- WORK INSTRUCTIONS: Pick out all lines in the listing holding the string "position" and copy them.
*** TASK INPUTS ***
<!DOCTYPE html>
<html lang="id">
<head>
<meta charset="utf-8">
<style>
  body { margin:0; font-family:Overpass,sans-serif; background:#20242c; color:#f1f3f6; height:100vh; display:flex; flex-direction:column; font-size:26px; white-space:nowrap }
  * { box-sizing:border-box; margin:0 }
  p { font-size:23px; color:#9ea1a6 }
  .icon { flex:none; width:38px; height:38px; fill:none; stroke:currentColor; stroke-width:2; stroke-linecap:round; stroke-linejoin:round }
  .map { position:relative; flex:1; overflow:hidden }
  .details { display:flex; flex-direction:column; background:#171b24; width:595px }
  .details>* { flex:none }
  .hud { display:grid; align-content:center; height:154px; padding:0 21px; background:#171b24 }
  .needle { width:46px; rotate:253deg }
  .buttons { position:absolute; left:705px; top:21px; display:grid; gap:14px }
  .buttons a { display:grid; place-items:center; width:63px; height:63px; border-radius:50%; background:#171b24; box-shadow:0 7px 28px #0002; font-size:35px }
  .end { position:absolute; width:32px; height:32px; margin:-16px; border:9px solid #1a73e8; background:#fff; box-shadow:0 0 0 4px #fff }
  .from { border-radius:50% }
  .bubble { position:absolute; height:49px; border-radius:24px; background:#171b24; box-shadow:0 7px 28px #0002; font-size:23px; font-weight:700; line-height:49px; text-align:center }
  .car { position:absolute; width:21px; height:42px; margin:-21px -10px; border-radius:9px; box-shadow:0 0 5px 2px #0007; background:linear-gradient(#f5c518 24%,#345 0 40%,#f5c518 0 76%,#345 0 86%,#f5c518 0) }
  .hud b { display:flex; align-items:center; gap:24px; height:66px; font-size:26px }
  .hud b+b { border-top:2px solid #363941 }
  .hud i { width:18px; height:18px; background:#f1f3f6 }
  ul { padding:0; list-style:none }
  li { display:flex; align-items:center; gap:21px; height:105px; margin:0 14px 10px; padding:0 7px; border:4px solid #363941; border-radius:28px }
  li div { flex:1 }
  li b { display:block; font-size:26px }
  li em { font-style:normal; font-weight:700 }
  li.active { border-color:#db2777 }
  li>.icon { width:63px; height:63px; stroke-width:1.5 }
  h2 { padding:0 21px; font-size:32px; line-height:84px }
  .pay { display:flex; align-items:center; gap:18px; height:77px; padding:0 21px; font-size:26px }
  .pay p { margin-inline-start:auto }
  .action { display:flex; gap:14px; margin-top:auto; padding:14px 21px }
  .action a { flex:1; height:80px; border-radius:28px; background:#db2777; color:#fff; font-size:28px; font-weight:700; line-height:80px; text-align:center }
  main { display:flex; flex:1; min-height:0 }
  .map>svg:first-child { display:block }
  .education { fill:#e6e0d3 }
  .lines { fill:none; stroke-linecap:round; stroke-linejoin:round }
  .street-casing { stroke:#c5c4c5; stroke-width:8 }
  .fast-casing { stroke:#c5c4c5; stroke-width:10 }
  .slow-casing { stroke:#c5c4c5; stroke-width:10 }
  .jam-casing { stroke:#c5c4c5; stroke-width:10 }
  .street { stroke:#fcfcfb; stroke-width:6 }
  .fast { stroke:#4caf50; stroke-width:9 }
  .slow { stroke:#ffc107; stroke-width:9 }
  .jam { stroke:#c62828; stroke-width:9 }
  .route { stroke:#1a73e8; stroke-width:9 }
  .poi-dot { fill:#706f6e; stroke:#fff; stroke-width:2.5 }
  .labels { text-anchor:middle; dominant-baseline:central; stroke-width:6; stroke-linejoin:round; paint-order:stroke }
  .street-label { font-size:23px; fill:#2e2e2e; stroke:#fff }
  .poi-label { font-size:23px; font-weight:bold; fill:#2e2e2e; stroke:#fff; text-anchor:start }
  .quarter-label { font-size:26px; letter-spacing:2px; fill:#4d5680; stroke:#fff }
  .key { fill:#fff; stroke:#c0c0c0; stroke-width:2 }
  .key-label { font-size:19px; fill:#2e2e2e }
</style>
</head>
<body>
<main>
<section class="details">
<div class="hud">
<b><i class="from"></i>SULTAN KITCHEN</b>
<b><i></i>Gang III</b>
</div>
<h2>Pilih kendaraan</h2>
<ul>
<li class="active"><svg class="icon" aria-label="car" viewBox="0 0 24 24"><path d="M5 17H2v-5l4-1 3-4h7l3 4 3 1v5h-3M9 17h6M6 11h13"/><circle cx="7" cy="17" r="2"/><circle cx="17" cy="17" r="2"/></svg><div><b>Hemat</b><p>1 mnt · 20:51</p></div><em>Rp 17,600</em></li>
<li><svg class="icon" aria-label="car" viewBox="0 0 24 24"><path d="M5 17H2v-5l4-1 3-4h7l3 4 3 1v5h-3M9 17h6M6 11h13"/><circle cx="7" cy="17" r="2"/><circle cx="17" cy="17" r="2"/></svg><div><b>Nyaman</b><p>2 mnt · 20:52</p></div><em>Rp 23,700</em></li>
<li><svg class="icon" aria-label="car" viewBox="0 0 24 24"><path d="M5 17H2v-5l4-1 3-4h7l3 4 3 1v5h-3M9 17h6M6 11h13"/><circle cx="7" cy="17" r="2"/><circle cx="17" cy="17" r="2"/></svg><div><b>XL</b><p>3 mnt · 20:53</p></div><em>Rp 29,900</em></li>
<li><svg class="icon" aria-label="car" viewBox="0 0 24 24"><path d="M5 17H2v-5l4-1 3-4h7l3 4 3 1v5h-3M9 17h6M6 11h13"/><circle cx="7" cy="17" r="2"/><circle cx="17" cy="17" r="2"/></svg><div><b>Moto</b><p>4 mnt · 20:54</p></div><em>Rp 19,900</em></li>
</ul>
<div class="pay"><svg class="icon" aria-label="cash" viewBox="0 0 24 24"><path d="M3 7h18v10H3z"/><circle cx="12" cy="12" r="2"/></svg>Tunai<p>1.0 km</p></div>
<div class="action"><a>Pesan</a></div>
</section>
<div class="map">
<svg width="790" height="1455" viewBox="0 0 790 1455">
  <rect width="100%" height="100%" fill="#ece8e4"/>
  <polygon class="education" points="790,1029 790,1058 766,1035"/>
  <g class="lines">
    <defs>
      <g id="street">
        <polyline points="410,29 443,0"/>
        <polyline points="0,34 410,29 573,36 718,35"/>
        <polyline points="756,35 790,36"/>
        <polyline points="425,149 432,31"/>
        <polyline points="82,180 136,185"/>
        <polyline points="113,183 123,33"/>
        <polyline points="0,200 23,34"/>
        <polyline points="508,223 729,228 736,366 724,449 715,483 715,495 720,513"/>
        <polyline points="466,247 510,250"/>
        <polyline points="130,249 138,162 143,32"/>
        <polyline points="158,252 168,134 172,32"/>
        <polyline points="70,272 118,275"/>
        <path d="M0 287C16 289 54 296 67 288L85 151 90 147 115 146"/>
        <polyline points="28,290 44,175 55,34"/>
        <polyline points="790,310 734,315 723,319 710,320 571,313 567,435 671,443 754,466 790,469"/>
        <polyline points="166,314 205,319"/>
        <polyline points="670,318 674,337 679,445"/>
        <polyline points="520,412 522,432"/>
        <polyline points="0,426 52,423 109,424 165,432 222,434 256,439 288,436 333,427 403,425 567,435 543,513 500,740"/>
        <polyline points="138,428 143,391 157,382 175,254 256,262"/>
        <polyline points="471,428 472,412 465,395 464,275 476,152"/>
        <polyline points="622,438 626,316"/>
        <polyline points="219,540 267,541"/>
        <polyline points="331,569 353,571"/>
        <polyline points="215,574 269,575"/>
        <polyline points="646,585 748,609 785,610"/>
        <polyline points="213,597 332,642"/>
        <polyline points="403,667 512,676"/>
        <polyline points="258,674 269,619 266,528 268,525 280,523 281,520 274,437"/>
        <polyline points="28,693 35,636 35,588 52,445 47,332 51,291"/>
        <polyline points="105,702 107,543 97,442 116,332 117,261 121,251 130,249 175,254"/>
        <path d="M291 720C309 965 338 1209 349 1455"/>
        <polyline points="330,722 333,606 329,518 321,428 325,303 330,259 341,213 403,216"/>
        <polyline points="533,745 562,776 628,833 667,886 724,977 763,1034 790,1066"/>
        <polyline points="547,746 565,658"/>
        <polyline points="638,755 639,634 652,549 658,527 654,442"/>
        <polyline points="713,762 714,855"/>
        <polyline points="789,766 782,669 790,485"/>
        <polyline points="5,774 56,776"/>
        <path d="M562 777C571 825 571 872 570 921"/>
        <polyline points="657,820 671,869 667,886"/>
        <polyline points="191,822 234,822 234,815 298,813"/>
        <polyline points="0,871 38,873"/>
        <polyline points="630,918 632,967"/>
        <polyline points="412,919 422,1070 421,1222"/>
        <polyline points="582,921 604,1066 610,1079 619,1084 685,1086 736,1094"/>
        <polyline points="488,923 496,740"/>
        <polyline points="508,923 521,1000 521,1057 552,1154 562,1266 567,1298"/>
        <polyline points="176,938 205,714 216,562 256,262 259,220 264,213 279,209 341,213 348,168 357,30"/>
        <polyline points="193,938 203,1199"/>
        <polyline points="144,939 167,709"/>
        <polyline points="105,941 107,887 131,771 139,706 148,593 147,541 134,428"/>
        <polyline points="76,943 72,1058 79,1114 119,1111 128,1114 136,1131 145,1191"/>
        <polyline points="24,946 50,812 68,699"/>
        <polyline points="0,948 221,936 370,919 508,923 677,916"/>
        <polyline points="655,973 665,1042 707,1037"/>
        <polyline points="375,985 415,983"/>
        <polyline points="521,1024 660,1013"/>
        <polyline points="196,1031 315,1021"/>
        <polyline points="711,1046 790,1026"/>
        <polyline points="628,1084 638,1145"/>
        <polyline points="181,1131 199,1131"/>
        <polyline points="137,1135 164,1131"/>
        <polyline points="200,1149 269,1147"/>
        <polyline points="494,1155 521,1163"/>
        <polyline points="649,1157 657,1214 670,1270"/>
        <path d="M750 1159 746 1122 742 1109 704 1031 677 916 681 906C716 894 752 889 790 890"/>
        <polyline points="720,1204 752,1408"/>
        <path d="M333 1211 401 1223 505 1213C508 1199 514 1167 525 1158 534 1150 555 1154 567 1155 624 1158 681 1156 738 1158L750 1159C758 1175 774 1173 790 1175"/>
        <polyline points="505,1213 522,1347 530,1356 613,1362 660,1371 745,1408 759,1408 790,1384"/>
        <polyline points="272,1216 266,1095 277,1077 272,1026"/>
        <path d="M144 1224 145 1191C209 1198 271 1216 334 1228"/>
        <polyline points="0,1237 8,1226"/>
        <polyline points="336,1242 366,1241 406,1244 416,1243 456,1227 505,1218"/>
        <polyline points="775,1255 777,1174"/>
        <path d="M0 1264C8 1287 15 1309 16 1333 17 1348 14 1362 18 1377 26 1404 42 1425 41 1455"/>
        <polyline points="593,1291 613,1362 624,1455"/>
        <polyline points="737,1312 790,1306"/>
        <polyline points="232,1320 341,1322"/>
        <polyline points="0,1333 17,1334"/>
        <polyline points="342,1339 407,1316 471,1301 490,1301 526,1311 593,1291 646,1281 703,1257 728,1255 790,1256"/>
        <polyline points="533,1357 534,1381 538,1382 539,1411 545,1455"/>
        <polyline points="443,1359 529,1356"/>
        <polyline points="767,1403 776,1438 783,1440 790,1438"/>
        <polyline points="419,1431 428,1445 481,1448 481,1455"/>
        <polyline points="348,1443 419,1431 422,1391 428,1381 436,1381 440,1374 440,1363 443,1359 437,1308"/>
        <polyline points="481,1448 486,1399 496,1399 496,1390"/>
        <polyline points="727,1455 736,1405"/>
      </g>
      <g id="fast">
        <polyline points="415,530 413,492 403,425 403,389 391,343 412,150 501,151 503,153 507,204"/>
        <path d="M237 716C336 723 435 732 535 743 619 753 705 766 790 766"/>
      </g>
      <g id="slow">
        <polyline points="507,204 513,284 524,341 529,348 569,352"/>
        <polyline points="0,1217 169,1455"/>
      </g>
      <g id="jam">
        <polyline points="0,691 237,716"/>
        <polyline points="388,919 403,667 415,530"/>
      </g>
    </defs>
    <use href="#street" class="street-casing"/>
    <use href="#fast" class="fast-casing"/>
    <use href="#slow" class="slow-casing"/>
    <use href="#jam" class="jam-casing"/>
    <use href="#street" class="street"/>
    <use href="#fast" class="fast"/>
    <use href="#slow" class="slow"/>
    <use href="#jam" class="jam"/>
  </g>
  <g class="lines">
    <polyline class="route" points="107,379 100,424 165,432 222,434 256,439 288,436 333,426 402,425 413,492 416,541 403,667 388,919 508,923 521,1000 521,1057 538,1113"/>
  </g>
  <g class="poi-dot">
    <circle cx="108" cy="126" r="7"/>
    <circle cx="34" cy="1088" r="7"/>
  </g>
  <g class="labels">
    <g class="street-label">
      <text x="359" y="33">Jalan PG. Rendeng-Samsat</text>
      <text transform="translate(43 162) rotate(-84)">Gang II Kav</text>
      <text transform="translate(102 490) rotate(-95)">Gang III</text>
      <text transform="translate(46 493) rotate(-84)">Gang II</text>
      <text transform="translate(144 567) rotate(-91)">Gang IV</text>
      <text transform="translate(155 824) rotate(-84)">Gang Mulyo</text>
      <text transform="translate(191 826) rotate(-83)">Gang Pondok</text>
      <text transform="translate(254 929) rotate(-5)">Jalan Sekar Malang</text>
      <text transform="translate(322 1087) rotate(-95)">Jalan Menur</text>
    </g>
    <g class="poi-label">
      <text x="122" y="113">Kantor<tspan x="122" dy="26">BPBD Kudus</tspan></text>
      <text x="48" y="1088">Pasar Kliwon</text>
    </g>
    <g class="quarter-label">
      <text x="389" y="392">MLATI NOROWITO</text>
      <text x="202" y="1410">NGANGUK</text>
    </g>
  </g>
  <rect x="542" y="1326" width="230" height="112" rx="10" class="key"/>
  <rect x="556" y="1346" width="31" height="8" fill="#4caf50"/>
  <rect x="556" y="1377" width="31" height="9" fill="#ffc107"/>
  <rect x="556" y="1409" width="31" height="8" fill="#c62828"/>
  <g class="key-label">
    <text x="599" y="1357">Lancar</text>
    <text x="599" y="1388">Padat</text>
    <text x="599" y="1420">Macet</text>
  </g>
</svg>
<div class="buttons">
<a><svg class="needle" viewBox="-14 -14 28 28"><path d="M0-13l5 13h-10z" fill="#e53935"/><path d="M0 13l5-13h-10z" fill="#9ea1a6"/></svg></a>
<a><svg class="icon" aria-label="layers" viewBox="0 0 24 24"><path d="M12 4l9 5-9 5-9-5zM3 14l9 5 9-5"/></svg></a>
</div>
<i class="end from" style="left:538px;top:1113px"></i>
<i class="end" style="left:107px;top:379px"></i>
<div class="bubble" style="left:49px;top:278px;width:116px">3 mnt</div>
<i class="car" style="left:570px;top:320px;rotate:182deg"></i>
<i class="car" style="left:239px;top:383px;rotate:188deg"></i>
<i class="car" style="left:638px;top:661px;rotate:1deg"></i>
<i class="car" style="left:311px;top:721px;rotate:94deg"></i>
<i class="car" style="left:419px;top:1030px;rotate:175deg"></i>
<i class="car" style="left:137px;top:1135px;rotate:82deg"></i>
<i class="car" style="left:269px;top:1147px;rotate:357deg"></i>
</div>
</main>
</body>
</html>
***
- TASK RESULT:
  .map { position:relative; flex:1; overflow:hidden }
  .buttons { position:absolute; left:705px; top:21px; display:grid; gap:14px }
  .end { position:absolute; width:32px; height:32px; margin:-16px; border:9px solid #1a73e8; background:#fff; box-shadow:0 0 0 4px #fff }
  .bubble { position:absolute; height:49px; border-radius:24px; background:#171b24; box-shadow:0 7px 28px #0002; font-size:23px; font-weight:700; line-height:49px; text-align:center }
  .car { position:absolute; width:21px; height:42px; margin:-21px -10px; border-radius:9px; box-shadow:0 0 5px 2px #0007; background:linear-gradient(#f5c518 24%,#345 0 40%,#f5c518 0 76%,#345 0 86%,#f5c518 0) }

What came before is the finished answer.